> **WORK TASK**
Each entry below is to be copied out exactly and in full.

> **GIVEN RECORDS**
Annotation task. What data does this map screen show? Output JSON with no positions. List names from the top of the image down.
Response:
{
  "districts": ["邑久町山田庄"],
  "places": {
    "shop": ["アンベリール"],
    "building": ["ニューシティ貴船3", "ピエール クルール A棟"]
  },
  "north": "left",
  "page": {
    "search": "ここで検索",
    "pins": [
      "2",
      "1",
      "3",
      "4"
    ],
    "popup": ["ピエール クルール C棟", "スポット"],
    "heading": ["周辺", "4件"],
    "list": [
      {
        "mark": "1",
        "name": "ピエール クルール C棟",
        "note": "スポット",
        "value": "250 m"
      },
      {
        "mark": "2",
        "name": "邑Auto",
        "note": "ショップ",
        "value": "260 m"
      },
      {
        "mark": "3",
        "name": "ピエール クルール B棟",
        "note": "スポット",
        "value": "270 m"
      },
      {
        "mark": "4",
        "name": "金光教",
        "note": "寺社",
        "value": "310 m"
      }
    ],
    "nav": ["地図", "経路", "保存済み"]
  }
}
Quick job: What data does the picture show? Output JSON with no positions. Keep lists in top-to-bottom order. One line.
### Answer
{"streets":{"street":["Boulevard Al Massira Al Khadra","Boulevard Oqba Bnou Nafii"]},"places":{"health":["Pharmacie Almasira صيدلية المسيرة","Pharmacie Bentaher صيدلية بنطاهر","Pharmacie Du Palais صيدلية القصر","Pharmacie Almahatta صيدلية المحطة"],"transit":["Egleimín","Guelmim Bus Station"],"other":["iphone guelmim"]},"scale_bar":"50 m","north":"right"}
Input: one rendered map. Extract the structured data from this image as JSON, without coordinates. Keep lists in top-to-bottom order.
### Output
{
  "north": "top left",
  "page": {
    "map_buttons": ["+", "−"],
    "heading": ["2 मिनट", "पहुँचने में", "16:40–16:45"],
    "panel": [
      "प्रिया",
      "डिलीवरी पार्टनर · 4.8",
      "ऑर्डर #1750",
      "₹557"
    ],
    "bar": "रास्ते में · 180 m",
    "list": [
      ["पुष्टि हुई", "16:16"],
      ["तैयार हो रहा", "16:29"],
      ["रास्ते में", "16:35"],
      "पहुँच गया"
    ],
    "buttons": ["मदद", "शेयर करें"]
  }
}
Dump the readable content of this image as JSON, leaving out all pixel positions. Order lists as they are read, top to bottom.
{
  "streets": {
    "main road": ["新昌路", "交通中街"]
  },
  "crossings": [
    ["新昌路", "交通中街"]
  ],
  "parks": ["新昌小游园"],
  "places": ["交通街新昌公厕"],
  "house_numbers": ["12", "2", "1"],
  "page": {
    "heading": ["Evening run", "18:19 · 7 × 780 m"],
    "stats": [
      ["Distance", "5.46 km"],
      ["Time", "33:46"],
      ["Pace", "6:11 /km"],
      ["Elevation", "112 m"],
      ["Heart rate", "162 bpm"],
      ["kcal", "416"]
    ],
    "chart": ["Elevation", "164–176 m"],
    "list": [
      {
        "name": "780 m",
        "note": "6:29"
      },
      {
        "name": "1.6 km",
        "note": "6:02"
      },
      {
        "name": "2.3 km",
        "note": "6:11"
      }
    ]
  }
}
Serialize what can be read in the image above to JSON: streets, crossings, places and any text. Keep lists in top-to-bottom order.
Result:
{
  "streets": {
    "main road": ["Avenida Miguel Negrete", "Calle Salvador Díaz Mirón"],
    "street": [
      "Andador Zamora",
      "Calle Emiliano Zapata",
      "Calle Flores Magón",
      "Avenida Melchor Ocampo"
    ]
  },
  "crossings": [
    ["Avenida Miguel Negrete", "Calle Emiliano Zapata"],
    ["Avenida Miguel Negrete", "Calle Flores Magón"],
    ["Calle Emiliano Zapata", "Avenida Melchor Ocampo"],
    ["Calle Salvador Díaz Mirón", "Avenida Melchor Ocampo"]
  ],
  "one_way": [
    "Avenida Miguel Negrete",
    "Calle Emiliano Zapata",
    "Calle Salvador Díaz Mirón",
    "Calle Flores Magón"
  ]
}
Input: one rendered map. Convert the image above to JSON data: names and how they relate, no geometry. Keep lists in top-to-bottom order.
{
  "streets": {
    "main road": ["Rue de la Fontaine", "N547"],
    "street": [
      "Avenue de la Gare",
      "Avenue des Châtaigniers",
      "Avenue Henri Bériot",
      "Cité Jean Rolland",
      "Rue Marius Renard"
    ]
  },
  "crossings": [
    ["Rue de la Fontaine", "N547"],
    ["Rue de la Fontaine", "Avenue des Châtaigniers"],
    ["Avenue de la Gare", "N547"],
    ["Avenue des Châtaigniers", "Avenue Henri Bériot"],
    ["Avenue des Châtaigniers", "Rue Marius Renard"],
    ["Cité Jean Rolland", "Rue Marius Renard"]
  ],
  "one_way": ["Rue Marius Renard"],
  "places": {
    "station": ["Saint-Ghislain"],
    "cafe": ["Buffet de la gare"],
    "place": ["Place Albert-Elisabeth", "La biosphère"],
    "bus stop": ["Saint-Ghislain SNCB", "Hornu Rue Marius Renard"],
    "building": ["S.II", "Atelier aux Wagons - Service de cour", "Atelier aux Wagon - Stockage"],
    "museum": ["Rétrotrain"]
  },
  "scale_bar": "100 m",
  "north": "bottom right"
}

> **RESULT**
Annotation task. What data does this map screen show? Output JSON with no positions. List names from the top of the image down.
Response:
{
  "districts": ["邑久町山田庄"],
  "places": {
    "shop": ["アンベリール"],
    "building": ["ニューシティ貴船3", "ピエール クルール A棟"]
  },
  "north": "left",
  "page": {
    "search": "ここで検索",
    "pins": [
      "2",
      "1",
      "3",
      "4"
    ],
    "popup": ["ピエール クルール C棟", "スポット"],
    "heading": ["周辺", "4件"],
    "list": [
      {
        "mark": "1",
        "name": "ピエール クルール C棟",
        "note": "スポット",
        "value": "250 m"
      },
      {
        "mark": "2",
        "name": "邑Auto",
        "note": "ショップ",
        "value": "260 m"
      },
      {
        "mark": "3",
        "name": "ピエール クルール B棟",
        "note": "スポット",
        "value": "270 m"
      },
      {
        "mark": "4",
        "name": "金光教",
        "note": "寺社",
        "value": "310 m"
      }
    ],
    "nav": ["地図", "経路", "保存済み"]
  }
}
Quick job: What data does the picture show? Output JSON with no positions. Keep lists in top-to-bottom order. One line.
### Answer
{"streets":{"street":["Boulevard Al Massira Al Khadra","Boulevard Oqba Bnou Nafii"]},"places":{"health":["Pharmacie Almasira صيدلية المسيرة","Pharmacie Bentaher صيدلية بنطاهر","Pharmacie Du Palais صيدلية القصر","Pharmacie Almahatta صيدلية المحطة"],"transit":["Egleimín","Guelmim Bus Station"],"other":["iphone guelmim"]},"scale_bar":"50 m","north":"right"}
Input: one rendered map. Extract the structured data from this image as JSON, without coordinates. Keep lists in top-to-bottom order.
### Output
{
  "north": "top left",
  "page": {
    "map_buttons": ["+", "−"],
    "heading": ["2 मिनट", "पहुँचने में", "16:40–16:45"],
    "panel": [
      "प्रिया",
      "डिलीवरी पार्टनर · 4.8",
      "ऑर्डर #1750",
      "₹557"
    ],
    "bar": "रास्ते में · 180 m",
    "list": [
      ["पुष्टि हुई", "16:16"],
      ["तैयार हो रहा", "16:29"],
      ["रास्ते में", "16:35"],
      "पहुँच गया"
    ],
    "buttons": ["मदद", "शेयर करें"]
  }
}
Dump the readable content of this image as JSON, leaving out all pixel positions. Order lists as they are read, top to bottom.
{
  "streets": {
    "main road": ["新昌路", "交通中街"]
  },
  "crossings": [
    ["新昌路", "交通中街"]
  ],
  "parks": ["新昌小游园"],
  "places": ["交通街新昌公厕"],
  "house_numbers": ["12", "2", "1"],
  "page": {
    "heading": ["Evening run", "18:19 · 7 × 780 m"],
    "stats": [
      ["Distance", "5.46 km"],
      ["Time", "33:46"],
      ["Pace", "6:11 /km"],
      ["Elevation", "112 m"],
      ["Heart rate", "162 bpm"],
      ["kcal", "416"]
    ],
    "chart": ["Elevation", "164–176 m"],
    "list": [
      {
        "name": "780 m",
        "note": "6:29"
      },
      {
        "name": "1.6 km",
        "note": "6:02"
      },
      {
        "name": "2.3 km",
        "note": "6:11"
      }
    ]
  }
}
Serialize what can be read in the image above to JSON: streets, crossings, places and any text. Keep lists in top-to-bottom order.
Result:
{
  "streets": {
    "main road": ["Avenida Miguel Negrete", "Calle Salvador Díaz Mirón"],
    "street": [
      "Andador Zamora",
      "Calle Emiliano Zapata",
      "Calle Flores Magón",
      "Avenida Melchor Ocampo"
    ]
  },
  "crossings": [
    ["Avenida Miguel Negrete", "Calle Emiliano Zapata"],
    ["Avenida Miguel Negrete", "Calle Flores Magón"],
    ["Calle Emiliano Zapata", "Avenida Melchor Ocampo"],
    ["Calle Salvador Díaz Mirón", "Avenida Melchor Ocampo"]
  ],
  "one_way": [
    "Avenida Miguel Negrete",
    "Calle Emiliano Zapata",
    "Calle Salvador Díaz Mirón",
    "Calle Flores Magón"
  ]
}
Input: one rendered map. Convert the image above to JSON data: names and how they relate, no geometry. Keep lists in top-to-bottom order.
{
  "streets": {
    "main road": ["Rue de la Fontaine", "N547"],
    "street": [
      "Avenue de la Gare",
      "Avenue des Châtaigniers",
      "Avenue Henri Bériot",
      "Cité Jean Rolland",
      "Rue Marius Renard"
    ]
  },
  "crossings": [
    ["Rue de la Fontaine", "N547"],
    ["Rue de la Fontaine", "Avenue des Châtaigniers"],
    ["Avenue de la Gare", "N547"],
    ["Avenue des Châtaigniers", "Avenue Henri Bériot"],
    ["Avenue des Châtaigniers", "Rue Marius Renard"],
    ["Cité Jean Rolland", "Rue Marius Renard"]
  ],
  "one_way": ["Rue Marius Renard"],
  "places": {
    "station": ["Saint-Ghislain"],
    "cafe": ["Buffet de la gare"],
    "place": ["Place Albert-Elisabeth", "La biosphère"],
    "bus stop": ["Saint-Ghislain SNCB", "Hornu Rue Marius Renard"],
    "building": ["S.II", "Atelier aux Wagons - Service de cour", "Atelier aux Wagon - Stockage"],
    "museum": ["Rétrotrain"]
  },
  "scale_bar": "100 m",
  "north": "bottom right"
}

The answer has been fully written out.